Article publié dans les Renseignements hebdomadaires SNCF, 12 novembre 1943, n° 108
Les bombardements aériens que nous connaissons peuvent maintenant trop souvent entraîner, en quelques minutes, l’anéantissement de villes entières et, par conséquent, de tous les services publics, administratifs ou hospitaliers. Il en résulte un véritable exode des habitants qui fuitent, souvent à peine vêtus, l’incendie et les explosions des bombes à retardement.

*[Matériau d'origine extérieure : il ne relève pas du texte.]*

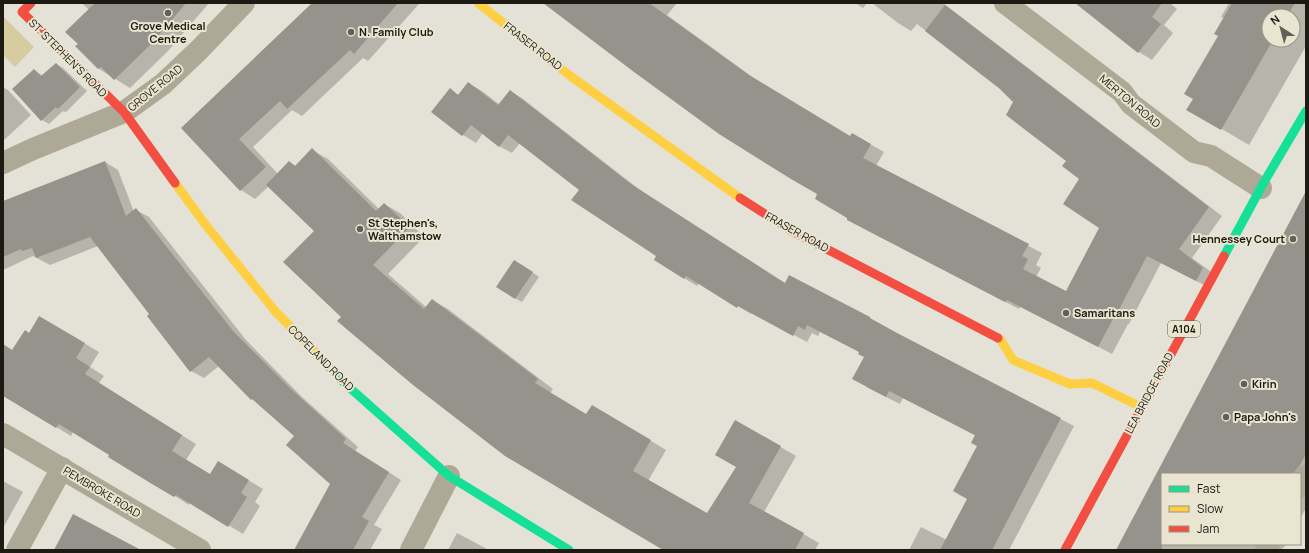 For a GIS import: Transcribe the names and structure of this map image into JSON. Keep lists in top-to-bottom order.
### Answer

L’organisation des secours aux blessés, leur dégagement des décombres, opérations fort délicates, sont rendues encore plus difficiles du fait que le personnel spécialisé est lui-même sinistré et que la plupart des moyens à mettre en œuvre sont détruits ou neutralisés par la rupture des canalisations d’eau, de gaz et d’électricité. Et l’on ne peut guère compter sur l’aide des municipalités d’alentour, qui ne disposent généralement ni des réserves ni des moyens exceptionnels requis.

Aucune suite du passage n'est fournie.